1. [1p] Choose the name of the package and module appropriately. Be sure to follow best practices.
```
class Cmplx:
"""
Represents a complex number.
This class stores the real and imaginary parts of a complex number. The 're' attribute represents the real part,
and the 'im' attribute represents the imaginary part of the complex number.
"""
def __init__(self, re, im):
self.re = re
self.im = im
```
In this module, implement the following tasks:
2. [1p] Implement a method within the Cmplx class that provides a user-friendly string representation of a Cmplx object.
3. [1p] Create a Python class CmplxVector to represent a vector of complex numbers.
It should include:
- Attributes:
* vec (list): A list of Cmplx objects.
- Functionality:
Constructor should initialize the complex vector with a list of Cmplx objects.
4. [1p] Implement a method within CmplxVector that provides a user-friendly string representation of a vector of complex
numbers, incorporating the functionality from step 2.
5. [2p] Overload the == operator in the CmplxVector class to enable comparison between two CmplxVecotr objects in a
meaningful way.

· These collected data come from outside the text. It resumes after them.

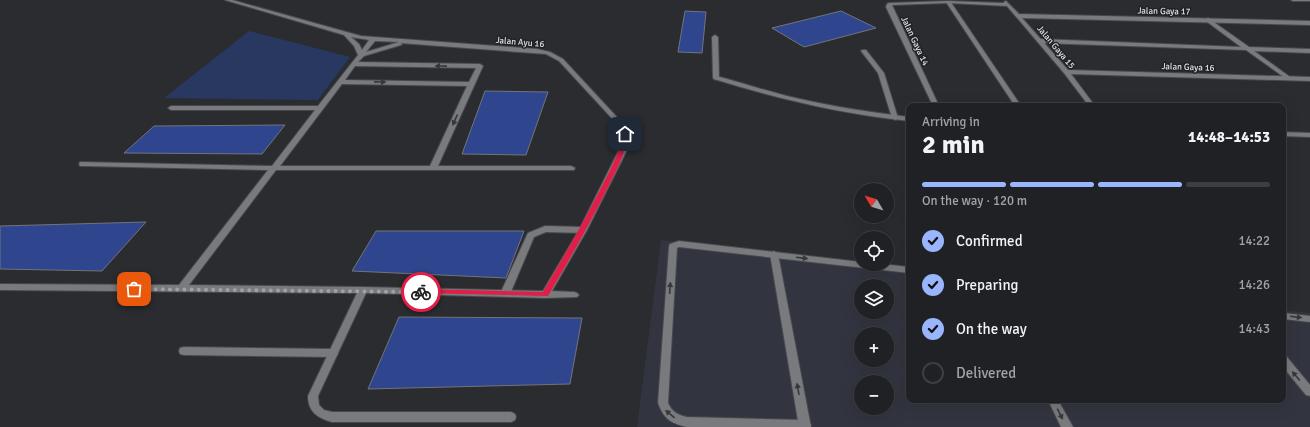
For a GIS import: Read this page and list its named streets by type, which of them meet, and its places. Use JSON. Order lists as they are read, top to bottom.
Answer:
{
  "streets": {
    "street": [
      "Jalan Gaya 17",
      "Jalan Gaya 14",
      "Jalan Ayu 16",
      "Jalan Gaya 15",
      "Jalan Gaya 16"
    ]
  },
  "crossings": [
    ["Jalan Gaya 17", "Jalan Gaya 15"],
    ["Jalan Gaya 14", "Jalan Gaya 15"],
    ["Jalan Gaya 15", "Jalan Gaya 16"]
  ],
  "north": "top left",
  "page": {
    "heading": ["2 min", "Arriving in", "14:48–14:53"],
    "bar": "On the way · 120 m",
    "map_buttons": ["+", "−"],
    "list": [
      ["Confirmed", "14:22"],
      ["Preparing", "14:26"],
      ["On the way", "14:43"],
      "Delivered"
    ]
  }
}
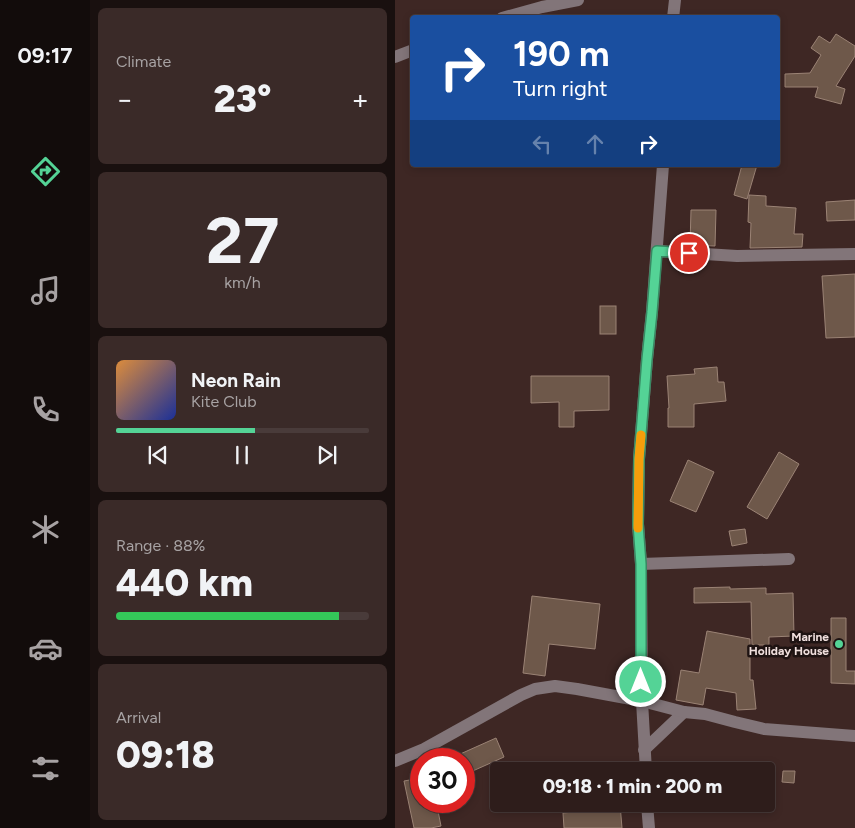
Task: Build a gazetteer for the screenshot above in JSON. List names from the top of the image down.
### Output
{
  "places": ["Marine Holiday House"],
  "page": {
    "tabs": "09:17",
    "tile": [
      "Climate",
      ["27", "km/h"],
      ["Range · 88%", "440 km"],
      ["Arrival", "09:18"]
    ],
    "turn": ["190 m", "Turn right"],
    "heat": ["−", "23°", "+"],
    "song": ["Neon Rain", "Kite Club"],
    "limit": "30",
    "trip": "09:18 · 1 min · 200 m"
  }
}
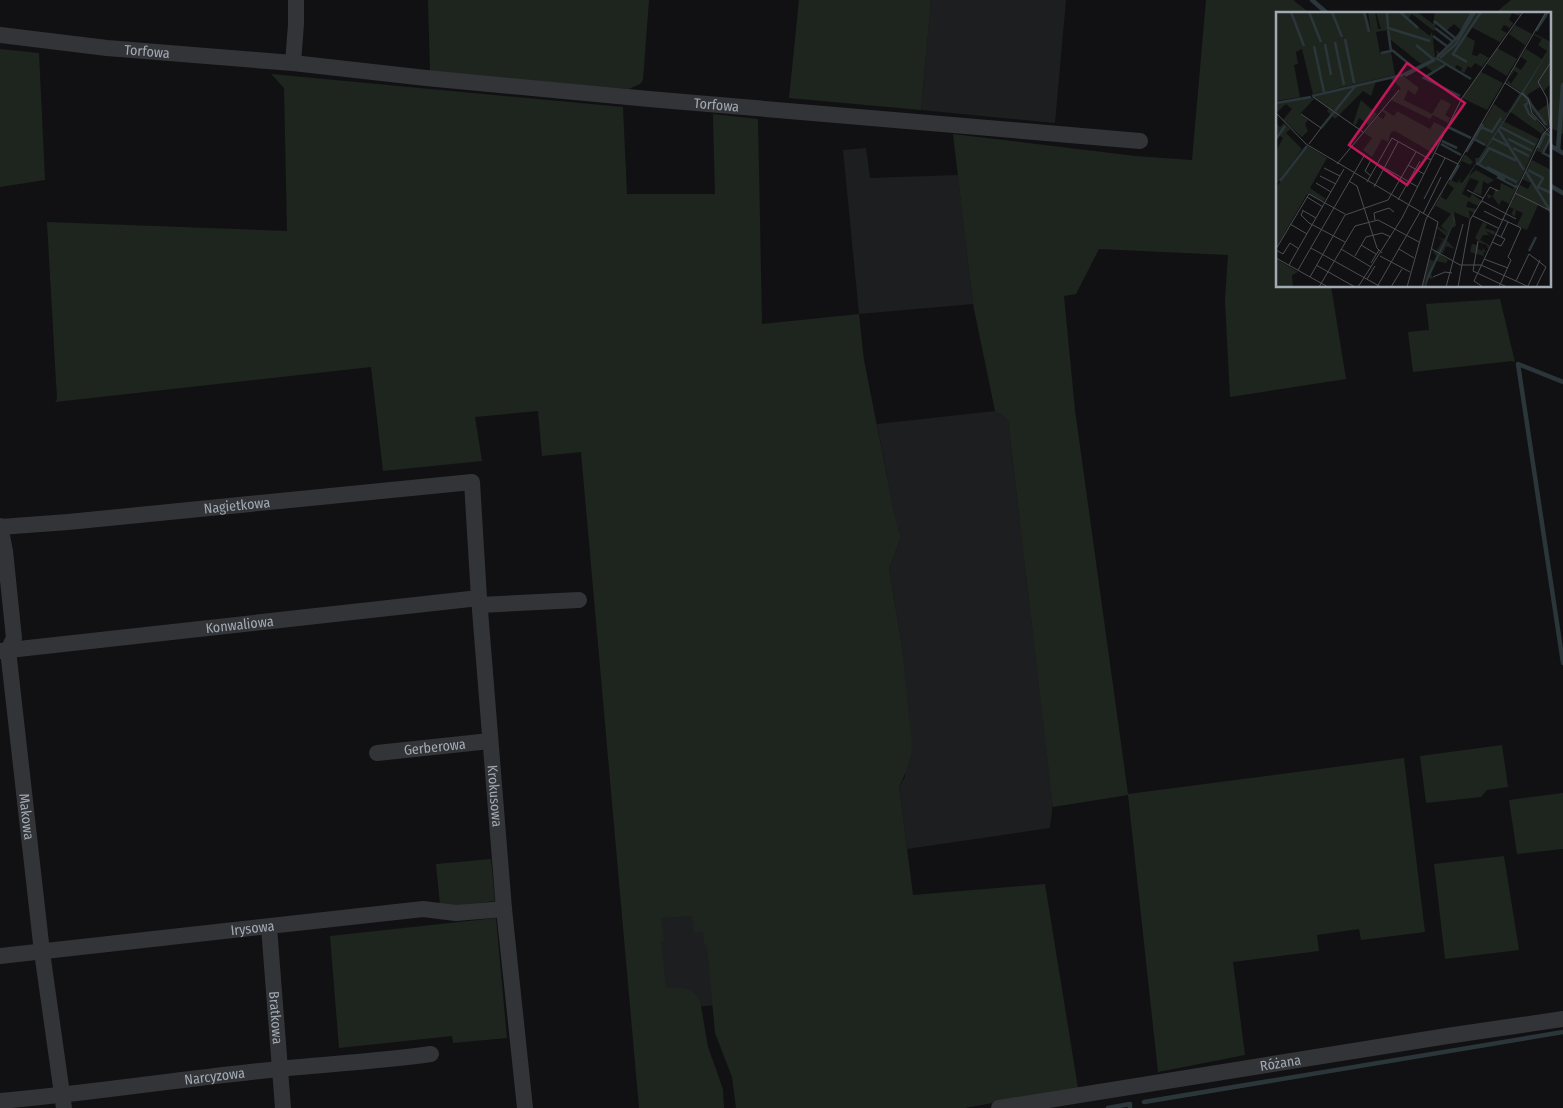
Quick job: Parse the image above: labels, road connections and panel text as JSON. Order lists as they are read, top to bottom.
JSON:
{
  "streets": {
    "street": [
      "Torfowa",
      "Nagietkowa",
      "Konwaliowa",
      "Gerberowa",
      "Krokusowa",
      "Makowa",
      "Irysowa",
      "Bratkowa",
      "Różana",
      "Narcyzowa"
    ]
  },
  "crossings": [
    ["Nagietkowa", "Krokusowa"],
    ["Nagietkowa", "Makowa"],
    ["Konwaliowa", "Krokusowa"],
    ["Konwaliowa", "Makowa"],
    ["Gerberowa", "Krokusowa"],
    ["Krokusowa", "Irysowa"],
    ["Makowa", "Irysowa"],
    ["Makowa", "Narcyzowa"],
    ["Irysowa", "Bratkowa"],
    ["Bratkowa", "Narcyzowa"]
  ]
}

If the vectors are not of the same size, this operation should return False.
6. [1p] In the CmplxVector class, implement a conjugate() method that creates and returns a new CmplxVector instance,
where each Cmplx object in the vector has its imaginary part's sign inverted from the original.
7. [1p] Write function "save_vector" which takes two arguments - a CmplxVector instance and a file
path, and will store the data from the instance. The structure of the file is up to you.
8. [2p] Write function "load_vector" which takes a single argument - a file path, and returns
a CmplxVector instance containing the data previously saved by save_vector.